Antony Blinken to meet with China's Foreign Minister after the G20 summit in Rome.


The Secretary of State of the United States will hold a meeting with the representative of the Xi Jinping regime amid the tensions generated by the siege of Taiwan.

US Secretary of State Antony Blinken will meet with Chinese Foreign Minister Wang Yi in Rome on Sunday. The State Department made the announcement at its second face-to-face meeting amid tensions between the two powers.

The meeting in Rome, where the two diplomats are attending the G20 summit, is on Blinken's public schedule on Sunday.

It will be the first meeting between Blinken and Wang since the stormy meeting in Alaska in March. Then, the Chinese delegation rebuked the Americans in front of television cameras.

Tensions are high between the world's two largest economies on many fronts, including trade, human rights, Taiwan, and the covid-19 pandemic.

Earlier this week, Washington ordered China Telecom to shut down its services within 60 days, ending nearly two decades of operations in the country and increasing tensions between the two countries. Is.

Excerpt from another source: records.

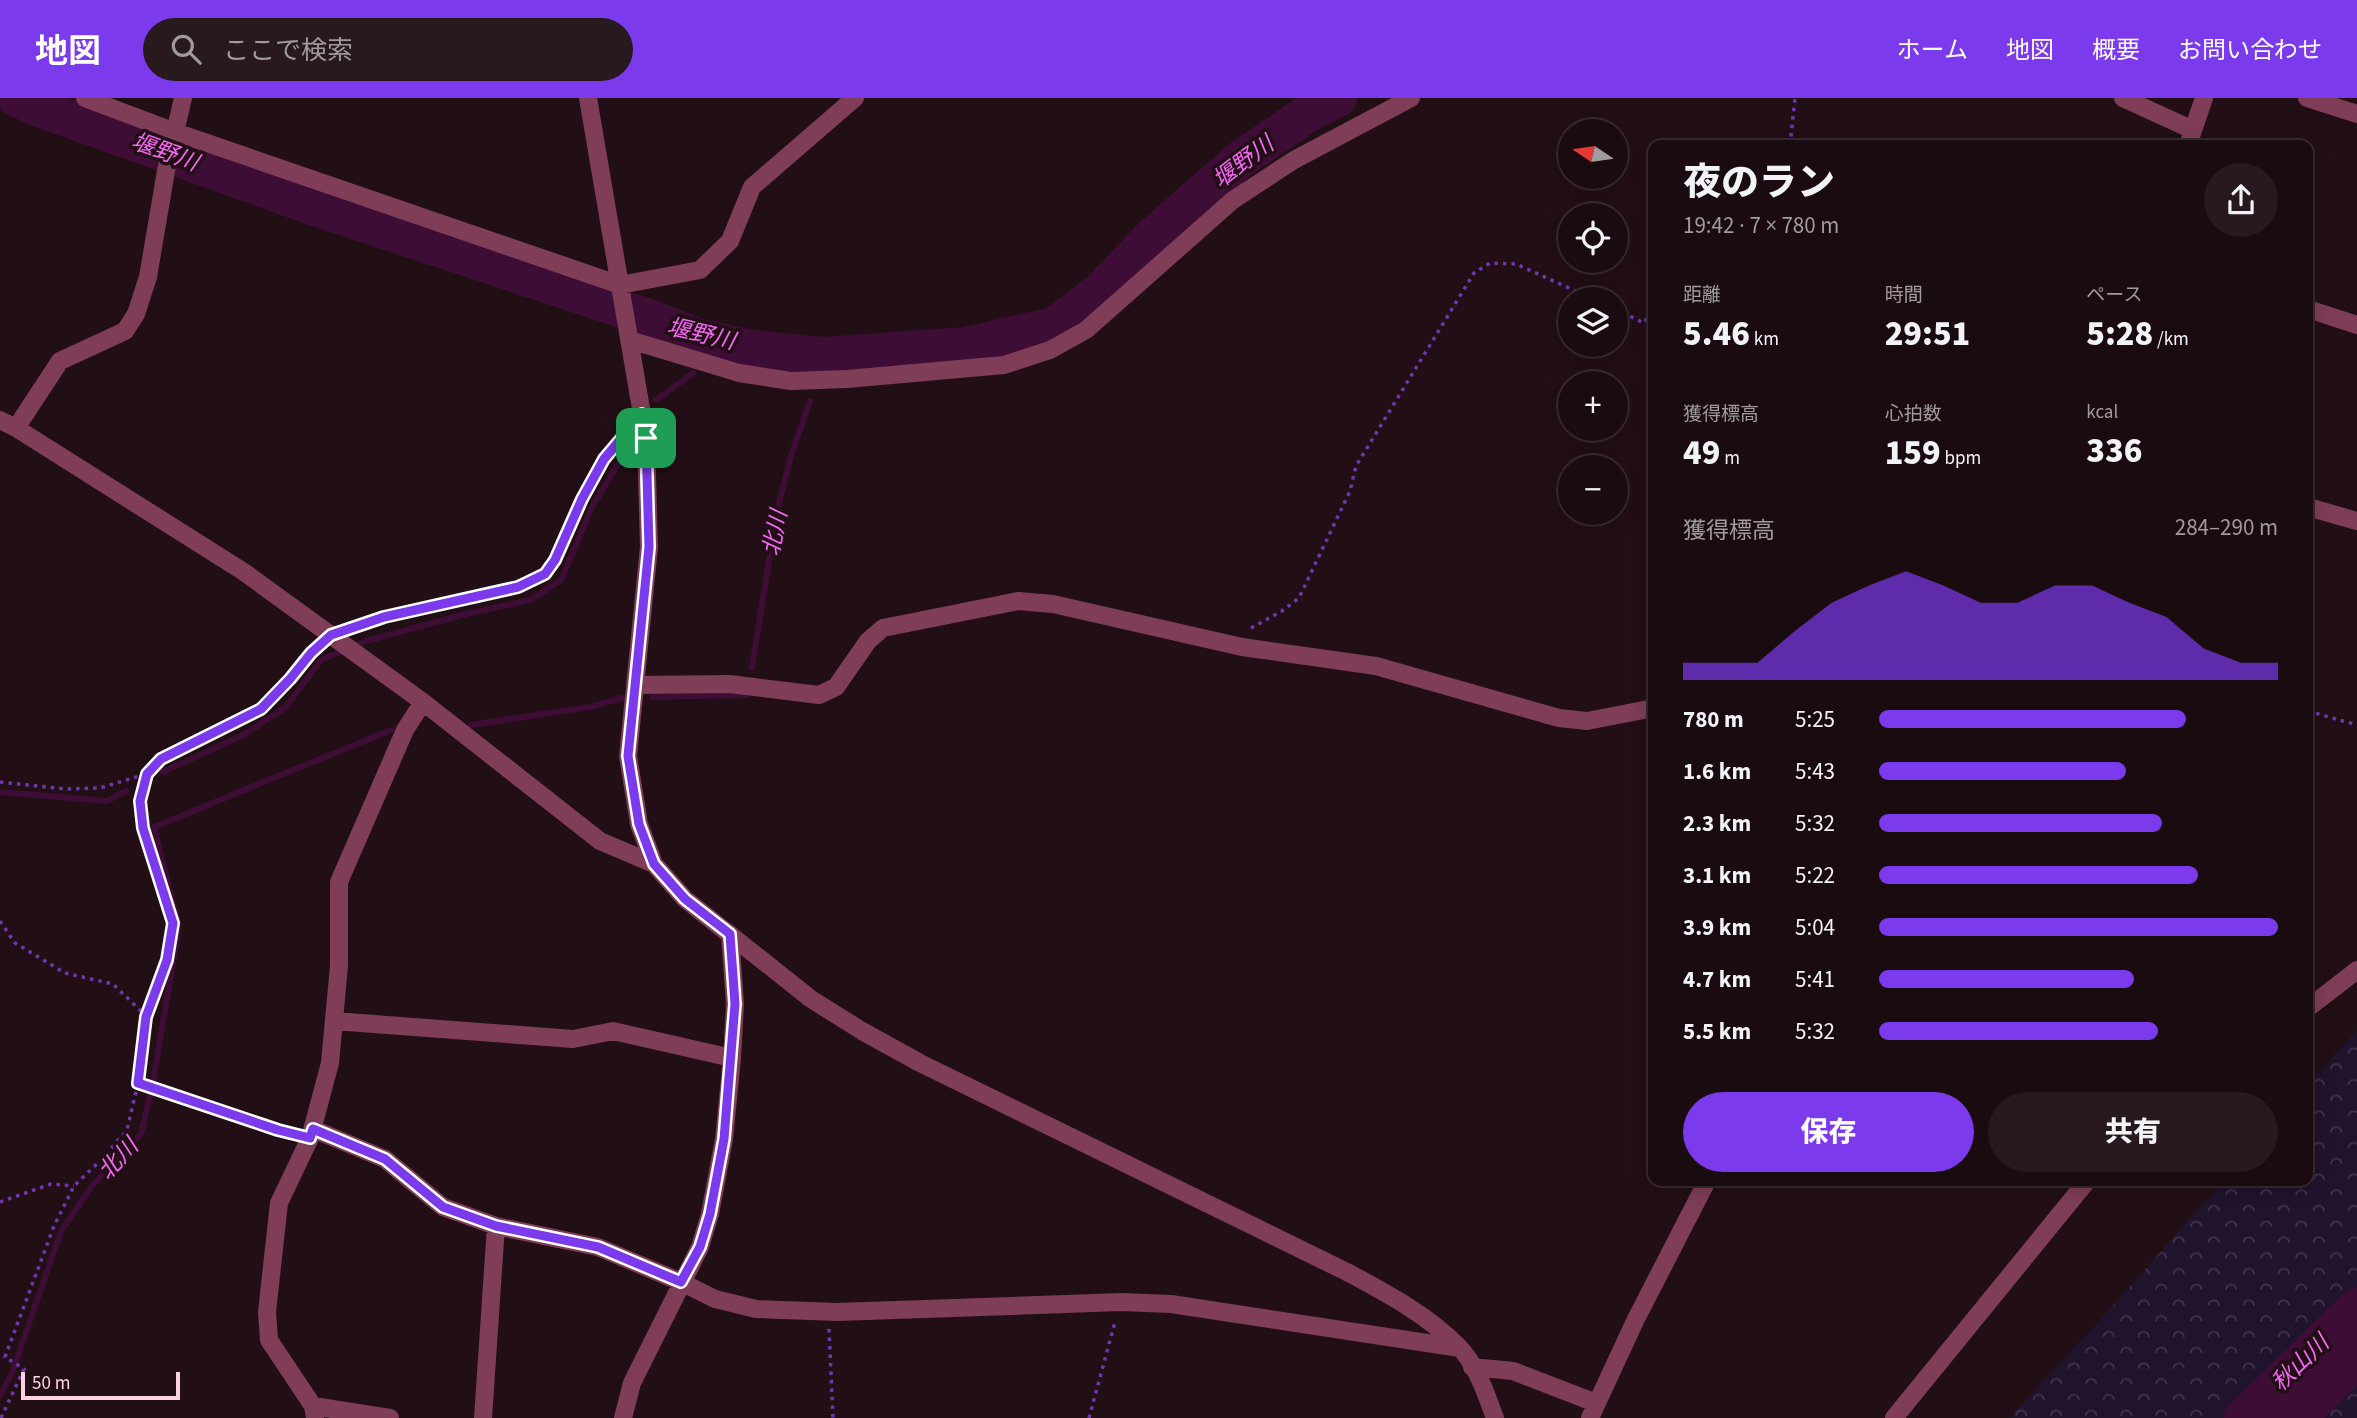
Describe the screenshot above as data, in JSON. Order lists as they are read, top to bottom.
{
  "water": ["堰野川", "北川", "秋山川"],
  "scale_bar": "50 m",
  "north": "left",
  "page": {
    "header": "地図",
    "search": "ここで検索",
    "nav": [
      "ホーム",
      "地図",
      "概要",
      "お問い合わせ"
    ],
    "map_buttons": ["+", "−"],
    "heading": ["夜のラン", "19:42 · 7 × 780 m"],
    "stats": [
      ["距離", "5.46 km"],
      ["時間", "29:51"],
      ["ペース", "5:28 /km"],
      ["獲得標高", "49 m"],
      ["心拍数", "159 bpm"],
      ["kcal", "336"]
    ],
    "chart": ["獲得標高", "284–290 m"],
    "list": [
      {
        "name": "780 m",
        "note": "5:25"
      },
      {
        "name": "1.6 km",
        "note": "5:43"
      },
      {
        "name": "2.3 km",
        "note": "5:32"
      },
      {
        "name": "3.1 km",
        "note": "5:22"
      },
      {
        "name": "3.9 km",
        "note": "5:04"
      },
      {
        "name": "4.7 km",
        "note": "5:41"
      },
      {
        "name": "5.5 km",
        "note": "5:32"
      }
    ],
    "buttons": ["保存", "共有"],
    "scale": "50 m"
  }
}
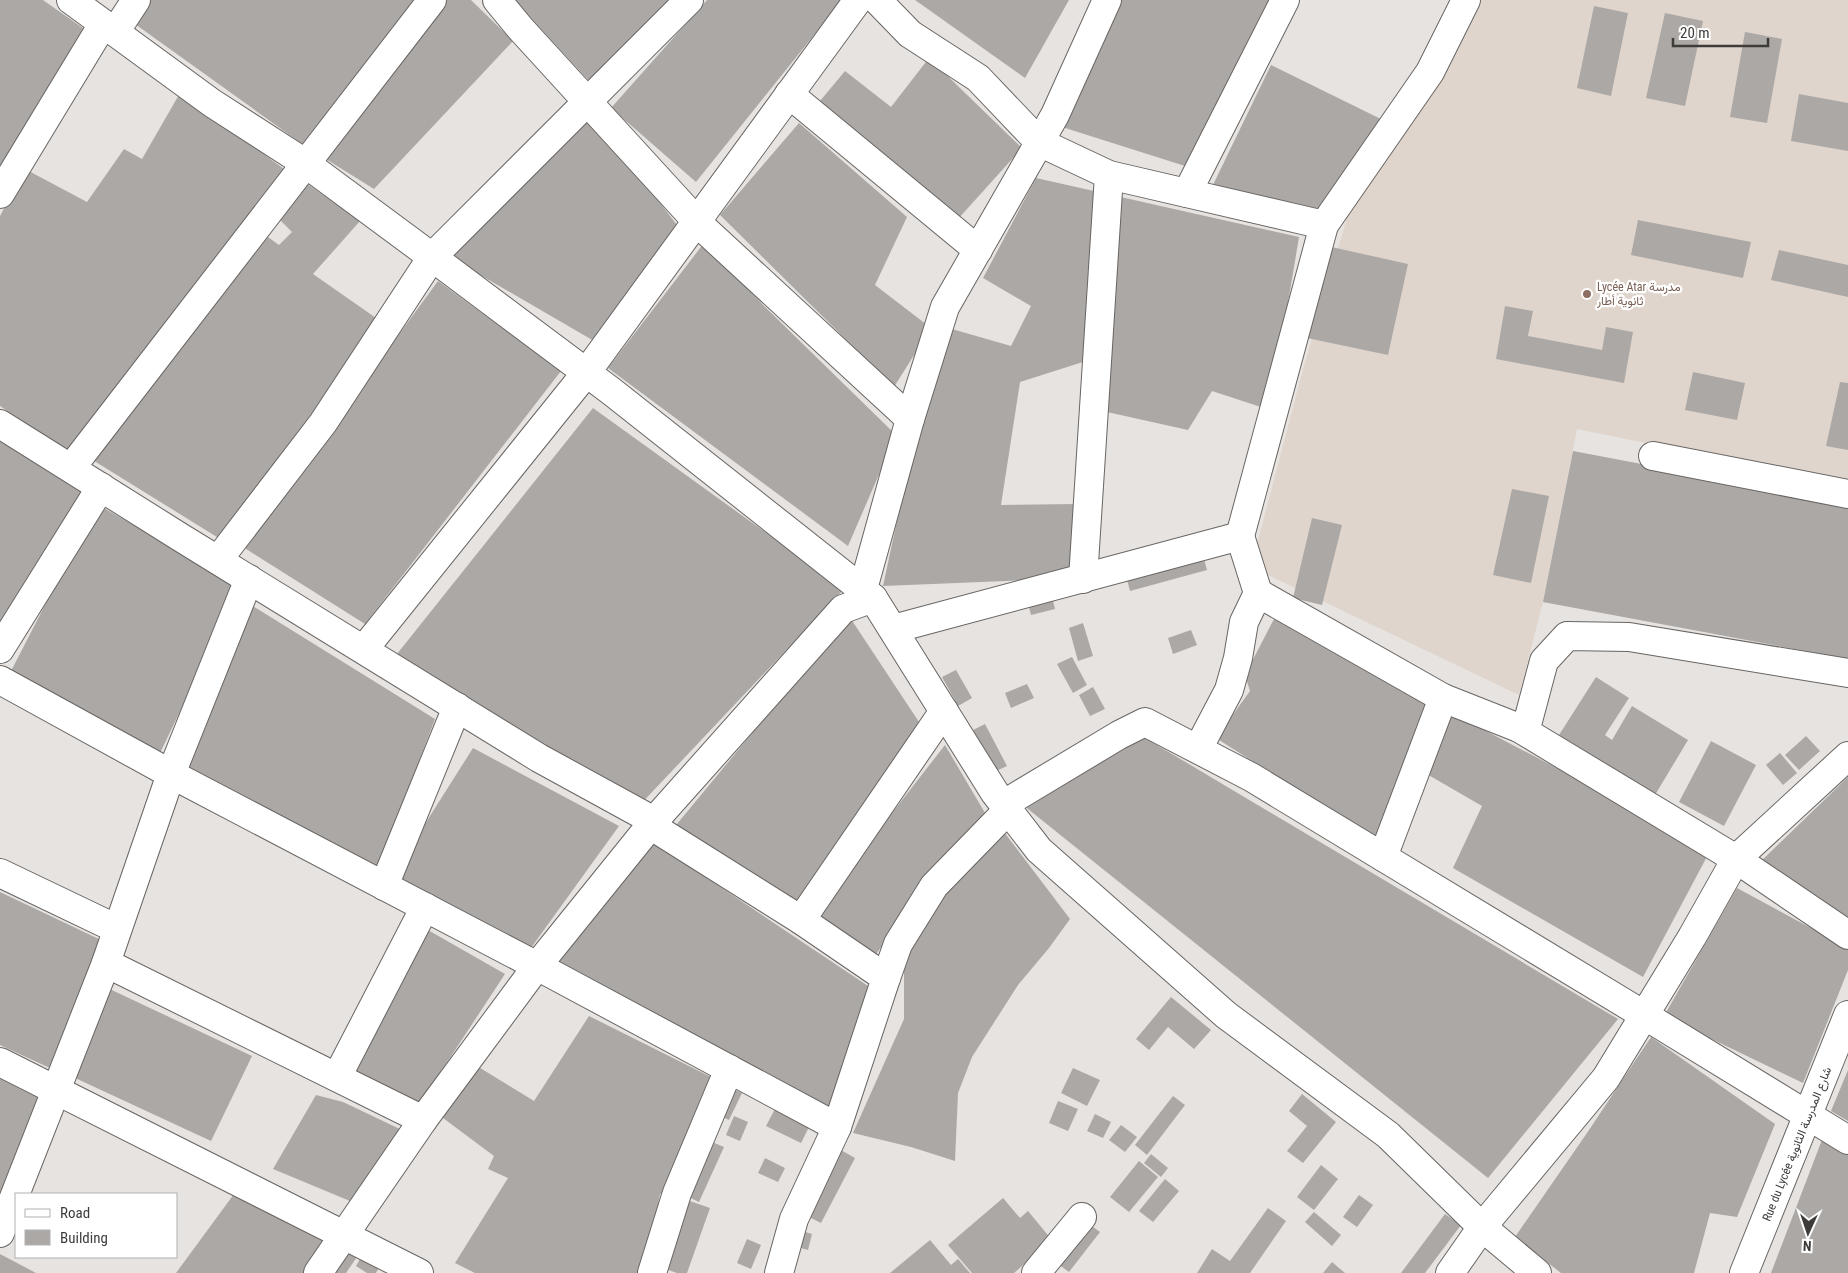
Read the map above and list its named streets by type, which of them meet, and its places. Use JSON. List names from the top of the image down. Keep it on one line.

US President Joe Biden has pursued a hard-line trade policy against Beijing, in line with his predecessor Donald Trump, whose bombastic approach led to increased tensions.

Tensions have also soared over Taiwan in recent months. China claims that the autonomous island, an ally of the United States, is it's own and promises that it will take it back one day, by force if necessary.

Earlier this month, Washington confirmed that a small number of US troops were on the island to help with training.

On Tuesday, Blinken called for Taiwan to be allowed more significant involvement in UN agencies. However, Beijing insisted it had no place on the world diplomatic stage. Biden has also rebuked the Xi Jinping regime for its threats to Taiwan.

This month he said the United States was ready to defend the island from a Chinese invasion. However, the White House was quick to dismiss those comments amid warnings from Beijing, continuing a strategy of ambiguity about whether it would intervene militarily if China attacked.

In August, the American president made a similar promise during an interview with ABC, insisting that the United States will always defend its key allies, including Taiwan, despite Afghanistan's withdrawal from the Taliban.

Biden said the United States made a "sacred commitment" to defend NATO allies in Canada and Europe. It is "the same with Japan, same with South Korea, same with Taiwan."